The whistle bellowed in Amaras release, she sat down as her mother walked to the stove; the room fell silent between the two generations. “What is wrong with you Amara? Tell Me”, her daughters body seemed to tremble and juddered with every sharp inhalation of breath, unnerving her mother and filling her with a maternal fear.

“I can’t mum” she whispered, “I’m so ashamed, you won’t understand”, Amara looked so very small curled up in her chair, running her left fingers over her right palm, “How could you, you’re...” she whispered under her breath.

“What? What am I?” her mother asked her firmly, “Amara, tell me, I am your mother, tell me what is wrong, you turn up here with no warning, no Russell, no baby... what are you doing?... tell me now” Amara felt as though she were a young child once more, having to admit to some great mischief.

Taking a deep breath she stood hastily, wiping her hands over her face roughly removing the trails of her tears.
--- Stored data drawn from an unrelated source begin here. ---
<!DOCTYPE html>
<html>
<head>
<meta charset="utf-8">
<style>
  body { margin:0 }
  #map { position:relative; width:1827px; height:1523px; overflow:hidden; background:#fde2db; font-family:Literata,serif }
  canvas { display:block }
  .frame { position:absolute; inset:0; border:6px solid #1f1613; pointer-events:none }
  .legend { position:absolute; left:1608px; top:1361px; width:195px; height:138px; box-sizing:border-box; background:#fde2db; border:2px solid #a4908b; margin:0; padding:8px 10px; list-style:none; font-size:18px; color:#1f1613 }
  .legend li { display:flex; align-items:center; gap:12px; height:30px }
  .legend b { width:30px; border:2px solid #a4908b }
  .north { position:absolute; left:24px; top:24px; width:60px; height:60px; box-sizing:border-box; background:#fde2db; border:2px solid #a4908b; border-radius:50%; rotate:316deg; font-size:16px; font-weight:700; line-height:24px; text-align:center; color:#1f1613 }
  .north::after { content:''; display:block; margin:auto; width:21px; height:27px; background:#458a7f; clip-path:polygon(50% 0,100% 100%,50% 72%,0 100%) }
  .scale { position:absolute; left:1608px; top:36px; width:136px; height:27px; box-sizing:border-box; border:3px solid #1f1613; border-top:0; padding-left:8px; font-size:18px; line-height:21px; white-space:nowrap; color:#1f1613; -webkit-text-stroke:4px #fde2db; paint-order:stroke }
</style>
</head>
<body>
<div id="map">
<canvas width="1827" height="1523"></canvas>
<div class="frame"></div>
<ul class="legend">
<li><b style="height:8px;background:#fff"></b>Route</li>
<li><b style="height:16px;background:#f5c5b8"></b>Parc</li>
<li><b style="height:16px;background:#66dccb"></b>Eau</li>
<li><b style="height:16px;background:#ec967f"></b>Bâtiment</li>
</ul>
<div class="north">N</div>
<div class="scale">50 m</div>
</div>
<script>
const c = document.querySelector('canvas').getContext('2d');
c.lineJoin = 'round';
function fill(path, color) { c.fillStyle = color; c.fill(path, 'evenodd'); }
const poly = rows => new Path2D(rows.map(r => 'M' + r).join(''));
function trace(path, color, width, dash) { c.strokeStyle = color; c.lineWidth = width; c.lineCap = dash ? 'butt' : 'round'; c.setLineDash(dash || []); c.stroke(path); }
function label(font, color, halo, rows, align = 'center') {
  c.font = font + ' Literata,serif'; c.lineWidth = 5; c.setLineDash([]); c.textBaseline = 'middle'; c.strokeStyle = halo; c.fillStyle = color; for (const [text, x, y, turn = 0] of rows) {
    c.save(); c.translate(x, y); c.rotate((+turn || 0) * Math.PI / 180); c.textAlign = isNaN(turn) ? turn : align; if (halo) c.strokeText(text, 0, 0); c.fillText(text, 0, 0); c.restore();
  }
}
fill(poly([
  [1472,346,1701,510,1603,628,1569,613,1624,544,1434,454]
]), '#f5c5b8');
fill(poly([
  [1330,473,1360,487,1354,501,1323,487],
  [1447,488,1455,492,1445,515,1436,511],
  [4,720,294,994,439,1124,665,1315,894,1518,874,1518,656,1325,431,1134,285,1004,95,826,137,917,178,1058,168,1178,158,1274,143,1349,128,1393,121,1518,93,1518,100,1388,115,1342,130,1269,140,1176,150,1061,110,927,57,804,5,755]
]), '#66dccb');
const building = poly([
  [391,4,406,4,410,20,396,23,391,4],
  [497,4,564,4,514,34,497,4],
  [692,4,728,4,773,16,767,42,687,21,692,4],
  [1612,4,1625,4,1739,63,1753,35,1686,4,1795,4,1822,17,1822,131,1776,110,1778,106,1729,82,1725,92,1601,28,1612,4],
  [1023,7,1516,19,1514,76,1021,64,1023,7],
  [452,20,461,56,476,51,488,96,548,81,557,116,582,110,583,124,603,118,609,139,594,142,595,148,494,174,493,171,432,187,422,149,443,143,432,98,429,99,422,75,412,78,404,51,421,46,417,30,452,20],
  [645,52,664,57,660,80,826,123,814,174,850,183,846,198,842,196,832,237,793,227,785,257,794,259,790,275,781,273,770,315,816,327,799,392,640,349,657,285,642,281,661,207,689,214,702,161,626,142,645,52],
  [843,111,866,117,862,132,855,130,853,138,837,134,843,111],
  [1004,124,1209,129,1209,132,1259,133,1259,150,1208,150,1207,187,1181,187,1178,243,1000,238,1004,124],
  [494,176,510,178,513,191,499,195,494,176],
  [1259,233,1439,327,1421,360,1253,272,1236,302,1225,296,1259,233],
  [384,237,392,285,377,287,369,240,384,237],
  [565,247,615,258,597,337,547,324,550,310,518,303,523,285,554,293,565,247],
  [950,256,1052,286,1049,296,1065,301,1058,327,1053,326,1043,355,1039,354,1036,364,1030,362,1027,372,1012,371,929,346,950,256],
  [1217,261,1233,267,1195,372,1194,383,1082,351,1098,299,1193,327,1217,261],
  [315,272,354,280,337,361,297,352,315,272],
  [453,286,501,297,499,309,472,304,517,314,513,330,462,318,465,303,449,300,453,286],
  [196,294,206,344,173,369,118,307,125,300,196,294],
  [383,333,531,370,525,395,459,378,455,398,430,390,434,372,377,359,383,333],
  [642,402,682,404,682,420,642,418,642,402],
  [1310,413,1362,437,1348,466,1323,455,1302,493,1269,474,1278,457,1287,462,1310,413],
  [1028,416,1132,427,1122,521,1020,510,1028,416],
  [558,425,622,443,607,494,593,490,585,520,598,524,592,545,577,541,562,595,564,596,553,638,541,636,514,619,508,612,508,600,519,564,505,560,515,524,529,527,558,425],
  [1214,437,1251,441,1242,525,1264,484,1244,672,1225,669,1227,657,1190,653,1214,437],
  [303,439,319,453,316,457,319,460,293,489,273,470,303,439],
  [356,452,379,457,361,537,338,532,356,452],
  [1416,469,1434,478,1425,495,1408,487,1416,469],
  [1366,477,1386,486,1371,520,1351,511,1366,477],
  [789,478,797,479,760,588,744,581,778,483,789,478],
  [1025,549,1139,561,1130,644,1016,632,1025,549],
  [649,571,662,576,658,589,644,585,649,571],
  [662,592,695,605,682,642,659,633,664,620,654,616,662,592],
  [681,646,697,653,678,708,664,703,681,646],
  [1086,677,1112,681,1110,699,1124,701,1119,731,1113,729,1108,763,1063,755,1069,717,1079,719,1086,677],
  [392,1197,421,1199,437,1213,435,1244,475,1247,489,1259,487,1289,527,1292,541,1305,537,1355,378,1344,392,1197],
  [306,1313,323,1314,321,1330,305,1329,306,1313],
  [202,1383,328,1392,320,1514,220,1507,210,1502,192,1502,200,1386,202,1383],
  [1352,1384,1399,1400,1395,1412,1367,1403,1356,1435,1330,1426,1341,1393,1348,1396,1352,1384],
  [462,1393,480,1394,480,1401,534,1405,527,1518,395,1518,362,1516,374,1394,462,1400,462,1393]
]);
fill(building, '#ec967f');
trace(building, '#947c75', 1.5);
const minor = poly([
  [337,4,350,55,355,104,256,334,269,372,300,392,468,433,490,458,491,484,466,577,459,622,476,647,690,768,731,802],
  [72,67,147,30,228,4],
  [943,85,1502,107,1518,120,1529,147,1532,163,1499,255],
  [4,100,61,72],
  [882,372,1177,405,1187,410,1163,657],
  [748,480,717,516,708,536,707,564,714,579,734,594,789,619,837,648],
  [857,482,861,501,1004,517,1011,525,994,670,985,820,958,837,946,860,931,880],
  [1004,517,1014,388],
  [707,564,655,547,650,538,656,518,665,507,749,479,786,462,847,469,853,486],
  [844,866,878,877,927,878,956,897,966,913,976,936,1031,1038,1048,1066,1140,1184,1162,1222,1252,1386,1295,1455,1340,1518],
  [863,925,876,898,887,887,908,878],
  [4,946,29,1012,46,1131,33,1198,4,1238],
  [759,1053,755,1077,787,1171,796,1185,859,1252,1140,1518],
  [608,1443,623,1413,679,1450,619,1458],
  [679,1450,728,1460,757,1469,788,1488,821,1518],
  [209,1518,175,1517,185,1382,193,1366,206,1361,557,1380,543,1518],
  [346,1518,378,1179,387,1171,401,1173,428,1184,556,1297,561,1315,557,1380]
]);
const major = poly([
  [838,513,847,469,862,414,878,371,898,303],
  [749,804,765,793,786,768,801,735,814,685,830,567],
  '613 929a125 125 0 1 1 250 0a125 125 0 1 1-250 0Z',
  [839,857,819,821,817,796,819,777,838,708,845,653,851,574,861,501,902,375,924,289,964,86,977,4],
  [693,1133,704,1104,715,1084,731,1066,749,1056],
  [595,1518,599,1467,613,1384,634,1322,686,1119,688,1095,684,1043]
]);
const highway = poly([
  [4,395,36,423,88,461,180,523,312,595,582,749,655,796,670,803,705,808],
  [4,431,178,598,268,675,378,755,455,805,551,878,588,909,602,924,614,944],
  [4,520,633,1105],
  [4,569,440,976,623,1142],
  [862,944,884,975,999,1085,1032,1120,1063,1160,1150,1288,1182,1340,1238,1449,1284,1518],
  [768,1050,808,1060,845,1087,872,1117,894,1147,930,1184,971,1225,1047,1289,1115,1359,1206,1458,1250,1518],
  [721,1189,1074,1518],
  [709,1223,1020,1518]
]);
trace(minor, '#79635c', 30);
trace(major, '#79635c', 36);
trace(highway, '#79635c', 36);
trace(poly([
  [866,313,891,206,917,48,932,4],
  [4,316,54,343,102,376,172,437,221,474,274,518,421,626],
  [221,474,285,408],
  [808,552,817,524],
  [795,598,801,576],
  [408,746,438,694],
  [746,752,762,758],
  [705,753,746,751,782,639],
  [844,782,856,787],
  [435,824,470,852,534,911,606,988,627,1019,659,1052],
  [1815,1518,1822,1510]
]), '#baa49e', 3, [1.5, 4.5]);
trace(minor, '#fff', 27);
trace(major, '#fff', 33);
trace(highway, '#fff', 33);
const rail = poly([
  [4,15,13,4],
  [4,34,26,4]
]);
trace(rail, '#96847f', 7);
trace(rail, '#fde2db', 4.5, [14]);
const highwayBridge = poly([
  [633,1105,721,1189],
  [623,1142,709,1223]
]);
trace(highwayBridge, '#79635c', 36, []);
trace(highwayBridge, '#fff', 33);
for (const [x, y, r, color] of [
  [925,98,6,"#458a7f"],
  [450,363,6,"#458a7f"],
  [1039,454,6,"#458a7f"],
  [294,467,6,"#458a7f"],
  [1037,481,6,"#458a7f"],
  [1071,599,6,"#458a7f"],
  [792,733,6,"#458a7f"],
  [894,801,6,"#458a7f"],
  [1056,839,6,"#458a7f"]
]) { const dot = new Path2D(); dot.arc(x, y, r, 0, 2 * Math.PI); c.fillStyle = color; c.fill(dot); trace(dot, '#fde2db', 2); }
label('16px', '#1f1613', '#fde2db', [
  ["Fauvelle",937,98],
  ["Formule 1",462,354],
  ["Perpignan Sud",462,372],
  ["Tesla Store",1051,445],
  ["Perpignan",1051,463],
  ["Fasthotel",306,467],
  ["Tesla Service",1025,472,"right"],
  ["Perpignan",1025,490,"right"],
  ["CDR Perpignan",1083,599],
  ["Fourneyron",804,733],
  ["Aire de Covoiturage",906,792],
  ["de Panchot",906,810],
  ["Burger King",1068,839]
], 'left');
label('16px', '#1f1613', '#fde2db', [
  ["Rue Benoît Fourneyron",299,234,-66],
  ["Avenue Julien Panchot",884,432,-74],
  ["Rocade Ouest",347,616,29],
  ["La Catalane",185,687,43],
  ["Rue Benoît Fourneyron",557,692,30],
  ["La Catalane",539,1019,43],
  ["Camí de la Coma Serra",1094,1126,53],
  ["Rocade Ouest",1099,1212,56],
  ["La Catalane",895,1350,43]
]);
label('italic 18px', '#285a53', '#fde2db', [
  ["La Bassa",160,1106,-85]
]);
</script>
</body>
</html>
She looked at her mother, and to the fridge behind her, where she saw herself smiling back at her, her son cradled in her arms, she bit down on her lip as her eyes remained fixed on her sons, “I can’t hold him...” she spoke quietly, turning slowly to look at her confused mother “Russell makes him eggs and soldiers every morning, not me... I can’t feed him...” she moved to the fridge and ripped the picture of the fridge, “whenever I pick him up... he screams...” her voice becoming coarse with her explosive confession, her lungs seizing her breath, “ curdles my blood and I am petrified I might hurt him” she moved to be before her mother and held the photograph before her, pointing to her son, her face filling with fear, “he looks at me mum...” dropping the picture to the table and turning away from her mother, tears consuming her speech “...and I feel nothing... I am his mother, and I feel nothing”.

Amaras mother watched her daughter break down, as she seemingly crumbled to the floor, clasping her belly, and wording breathlessly “I’m not worthy of my womb”.